Jen didn't respond. She couldn't. The lump in her throat was going to make her voice crack and then she'd never be able to get through it.

"This isn't a casual fling," Nick continued, his voice soft but radiating his hurt.

"I know," Jen whispered.

"Do you?"

She pressed her eyes shut to keep the tears from falling. "Nick, this means everything to me," she told him. Beseeched him.

"Great," he answered. "That's the way I feel, too. Let's get married. Have kids."

Jen felt her heart flip in her chest, and she scoffed, not knowing what else to do when he dropped a bombshell like that. He wasn't serious. He couldn't be. Not about that. Not when they'd never even hinted at anything like that.

"I've never wanted that with anyone before, but I want that with you."

"What if we do all that and then, in two years' time, we split up? What if we make each other miserable and one or both of us runs out?"

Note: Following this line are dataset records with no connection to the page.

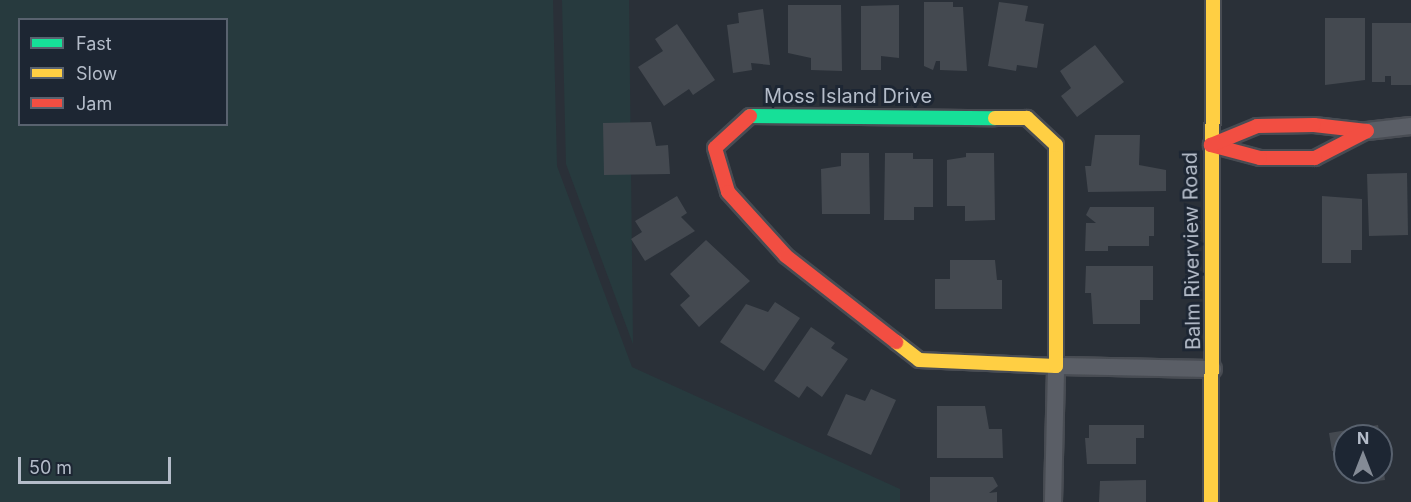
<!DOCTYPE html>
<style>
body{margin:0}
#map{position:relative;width:1411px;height:502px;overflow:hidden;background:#2a3038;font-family:Inter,sans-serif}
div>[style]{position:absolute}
.green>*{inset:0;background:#273a3e}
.building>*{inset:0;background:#444950}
.roads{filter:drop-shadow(2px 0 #484c53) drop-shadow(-2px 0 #484c53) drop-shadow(0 2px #484c53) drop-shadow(0 -2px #484c53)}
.street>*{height:16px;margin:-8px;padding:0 8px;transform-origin:8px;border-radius:8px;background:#5a5e66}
.fast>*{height:14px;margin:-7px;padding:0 7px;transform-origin:7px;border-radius:7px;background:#16e098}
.slow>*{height:14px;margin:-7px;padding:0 7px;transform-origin:7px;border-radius:7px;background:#ffcf43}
.jam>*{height:14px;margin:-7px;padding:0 7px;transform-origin:7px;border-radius:7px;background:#f24e42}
span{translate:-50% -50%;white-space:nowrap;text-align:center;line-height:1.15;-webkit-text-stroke:6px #1d2633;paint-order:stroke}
.street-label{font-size:20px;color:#b4bcc9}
.legend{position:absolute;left:18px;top:18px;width:210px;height:108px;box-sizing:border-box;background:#1d2633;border:2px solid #59626f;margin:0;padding:8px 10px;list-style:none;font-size:18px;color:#b4bcc9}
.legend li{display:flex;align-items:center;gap:12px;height:30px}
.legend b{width:30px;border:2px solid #59626f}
.north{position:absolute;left:1333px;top:424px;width:60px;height:60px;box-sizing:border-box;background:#1d2633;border:2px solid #59626f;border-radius:50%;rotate:0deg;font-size:16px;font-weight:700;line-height:24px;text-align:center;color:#b4bcc9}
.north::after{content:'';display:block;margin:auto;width:21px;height:27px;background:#848b96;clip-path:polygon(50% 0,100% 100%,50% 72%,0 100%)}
.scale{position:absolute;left:18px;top:457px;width:153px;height:27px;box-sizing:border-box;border:3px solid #b4bcc9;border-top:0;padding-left:8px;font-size:18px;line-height:21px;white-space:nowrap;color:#b4bcc9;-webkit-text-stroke:4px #1d2633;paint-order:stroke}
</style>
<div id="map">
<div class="green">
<div style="clip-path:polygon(evenodd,0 0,553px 0,557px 166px,632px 367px,900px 489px,900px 502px,0 502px,0 0,20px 20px,226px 20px,226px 124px,20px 124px,20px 20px)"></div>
<div style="clip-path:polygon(562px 0,629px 0,633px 344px,566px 164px)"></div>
</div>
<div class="building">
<div style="clip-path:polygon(924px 2px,953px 2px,953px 7px,963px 7px,967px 71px,940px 70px,940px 61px,936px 61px,933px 70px,924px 66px)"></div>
<div style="clip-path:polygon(999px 2px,1028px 6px,1025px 21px,1044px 24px,1037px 68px,1017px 65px,1016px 71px,988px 66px)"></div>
<div style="clip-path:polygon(788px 5px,841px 5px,842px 71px,811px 70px,811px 58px,788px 53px)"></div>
<div style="clip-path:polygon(899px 5px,899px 58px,881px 56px,881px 70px,861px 70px,861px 6px)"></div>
<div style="clip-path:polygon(763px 9px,770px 65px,751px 63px,752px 70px,733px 73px,727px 25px,739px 23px,738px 13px)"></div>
<div style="clip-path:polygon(1325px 18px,1365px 18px,1365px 80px,1325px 85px)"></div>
<div style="clip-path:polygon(1372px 23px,1411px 23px,1411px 85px,1391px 85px,1391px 76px,1385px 76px,1385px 82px,1372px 82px)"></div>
<div style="clip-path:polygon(677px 24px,715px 80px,693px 95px,689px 89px,664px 106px,638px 67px,663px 51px,655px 39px)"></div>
<div style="clip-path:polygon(1095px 45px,1124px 82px,1077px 117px,1061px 96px,1071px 88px,1060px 71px)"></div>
<div style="clip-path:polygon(651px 122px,656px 146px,668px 145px,670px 174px,604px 175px,603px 123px)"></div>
<div style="clip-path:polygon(1095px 135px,1140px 135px,1139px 165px,1166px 170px,1166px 191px,1088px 192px,1085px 166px,1091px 166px)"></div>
<div style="clip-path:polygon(841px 153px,869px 153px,870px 214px,822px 214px,821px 169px,841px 166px)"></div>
<div style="clip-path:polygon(885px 153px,913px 153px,913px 159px,933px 159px,933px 207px,914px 207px,914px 220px,884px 220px)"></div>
<div style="clip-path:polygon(966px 153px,994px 153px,995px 220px,965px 221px,965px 206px,947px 206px,947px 160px,966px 157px)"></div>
<div style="clip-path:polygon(1407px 173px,1408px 235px,1369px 236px,1367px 174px)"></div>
<div style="clip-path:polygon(677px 196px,687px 213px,681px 217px,695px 231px,645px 261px,631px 239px,642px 232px,635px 221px)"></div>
<div style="clip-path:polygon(1322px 196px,1362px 199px,1362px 250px,1351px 250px,1351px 263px,1322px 263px)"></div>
<div style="clip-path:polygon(1090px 207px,1154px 207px,1154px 236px,1149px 236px,1149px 246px,1108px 246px,1108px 251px,1085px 251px,1086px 223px,1096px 223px,1086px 215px)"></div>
<div style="clip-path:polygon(706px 240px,750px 281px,699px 327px,680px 305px,690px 296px,670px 274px)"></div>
<div style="clip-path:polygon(950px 260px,995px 260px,997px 280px,1002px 280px,1002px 309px,935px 309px,935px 279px,950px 279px)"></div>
<div style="clip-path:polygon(1086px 266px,1153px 266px,1153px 300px,1140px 300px,1140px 324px,1093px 324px,1091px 293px,1085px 293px)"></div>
<div style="clip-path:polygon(775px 302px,800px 318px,764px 371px,720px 342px,746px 304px,768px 312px)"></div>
<div style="clip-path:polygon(811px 327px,835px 343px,831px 348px,848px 359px,822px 397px,807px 386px,799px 398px,774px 381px)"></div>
<div style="clip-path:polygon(871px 389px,896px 400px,871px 455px,827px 435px,846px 394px,865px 401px)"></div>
<div style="clip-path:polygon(937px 406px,985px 406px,989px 429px,1002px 429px,1003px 458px,937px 458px)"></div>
<div style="clip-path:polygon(1089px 425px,1144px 425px,1144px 438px,1136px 438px,1136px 464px,1087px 464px,1085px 438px,1089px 438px)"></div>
<div style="clip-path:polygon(1378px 425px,1380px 436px,1345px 436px,1345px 450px,1332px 451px,1329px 433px)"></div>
<div style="clip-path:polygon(1382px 458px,1385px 480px,1370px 482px,1369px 475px,1355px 476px,1355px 472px,1381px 472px)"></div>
<div style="clip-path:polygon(930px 477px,993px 477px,998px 486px,989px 493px,997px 492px,997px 502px,930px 502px)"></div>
<div style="clip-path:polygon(1146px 480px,1146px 502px,1099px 502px,1100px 481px)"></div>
</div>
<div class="roads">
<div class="street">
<div style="left:1367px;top:131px;width:44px;rotate:-6.5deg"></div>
<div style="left:1053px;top:502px;width:136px;rotate:-88.7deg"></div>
<div style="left:1056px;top:366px;width:157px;rotate:1.1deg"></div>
</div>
<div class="fast">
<div style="left:750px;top:116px;width:245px;rotate:0.5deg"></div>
</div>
<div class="slow">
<div style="left:896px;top:342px;width:29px;rotate:38deg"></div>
<div style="left:919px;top:360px;width:137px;rotate:2.5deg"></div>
<div style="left:1056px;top:366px;width:221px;rotate:-90deg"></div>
<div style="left:1056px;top:145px;width:40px;rotate:-137deg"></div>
<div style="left:1027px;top:118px;width:32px;rotate:180deg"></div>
<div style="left:1211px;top:502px;width:502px;rotate:-89.77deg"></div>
</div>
<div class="jam">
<div style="left:750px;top:116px;width:47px;rotate:137.6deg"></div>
<div style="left:715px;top:148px;width:46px;rotate:73.5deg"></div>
<div style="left:728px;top:192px;width:86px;rotate:47.8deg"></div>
<div style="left:786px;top:256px;width:140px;rotate:38deg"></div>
<div style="left:1314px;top:125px;width:53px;rotate:6.5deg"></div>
<div style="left:1367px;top:131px;width:59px;rotate:152.6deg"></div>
<div style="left:1315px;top:158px;width:55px;rotate:180deg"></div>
<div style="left:1260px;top:158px;width:51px;rotate:-165.1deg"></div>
<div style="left:1211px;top:145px;width:50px;rotate:-22.4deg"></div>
<div style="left:1257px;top:126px;width:57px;rotate:-1deg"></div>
</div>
</div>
<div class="street-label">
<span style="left:848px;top:96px">Moss Island Drive</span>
<span style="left:1192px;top:251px;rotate:-91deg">Balm Riverview Road</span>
</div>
<ul class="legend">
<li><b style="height:8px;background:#16e098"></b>Fast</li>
<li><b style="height:8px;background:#ffcf43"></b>Slow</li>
<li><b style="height:8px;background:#f24e42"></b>Jam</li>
</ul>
<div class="north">N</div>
<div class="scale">50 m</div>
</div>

"Well, it's worth taking the risk, don't you think?"

Jen's tears started to flow, and she couldn't stop them. Her voice was barely audible as she started blabbering every thought in her head. "Yeah, but I'm the one that's taking all the risk. If we stay together, one of us is gonna have to leave Homicide, and you and I both know that it's gonna be me. A woman on Homicide is one thing, but a married woman detective? The brass wouldn't hear of it. Nick, I've worked my whole life to get this job. If I leave Homicide, I don't know who I am anymore. Just like Trish Claybourne, arm candy for her husband and busy fixing food and drinks for men who get to have jobs and purpose?"

"Okay," he said calmly, cutting off her ranting. "I'll transfer out."

"You want a family," she protested.

"I want you," he insisted.

Jen felt her resolve cracking. "But I don't know if I'm ready to have children," she said, feeling desperate and insane even as the words came tumbling from her mouth. "Or if I want them at all. I…I never thought that was for me. I wanted to be a detective. I am a detective."

"Well, that's something we can decide in the future," Nick pointed out in a very rational, kind manner. But he was getting just as desperate as she was. "You're a detective. And that's all you ever have to be, if you want. I just want to be with you. Now and always."

She shook her head, tears still streaming down her face. "I'm sorry. I just…I don't have the answer yet, and it's not fair to keep you waiting until I do."

When Jen looked over at Nick, she saw the tears in his eyes, too. "Son of a bitch," he said with a humorless laugh. He took a slow breath and said, "I've got an interrogation to do."

Jen tried to protest as he got out of the car, but he slammed the door behind him, making her jump. It occurred to her that neither of them had said 'I love you' to the other. It was understood between them. At least she thought it was. He hadn't said it to try and convince her not to end it. She expected him to do that. But then again, Nick had never been the type to manipulate her. Not in their relationship or their work or in anything. He was better than that.

The truth of the matter was that she loved him too much to string him along when she knew it would end terribly, one way or the other. At least this way they could still work together at least. They'd done that for months without any problem. They could have that again, couldn't they.

But as Jen got out of the car and tried to compose herself so she could go back to work, Jen knew that they couldn't have things back to the way they were. Jen had broken his heart—and her own in the process—and maybe they wouldn't be able to come back from that at all.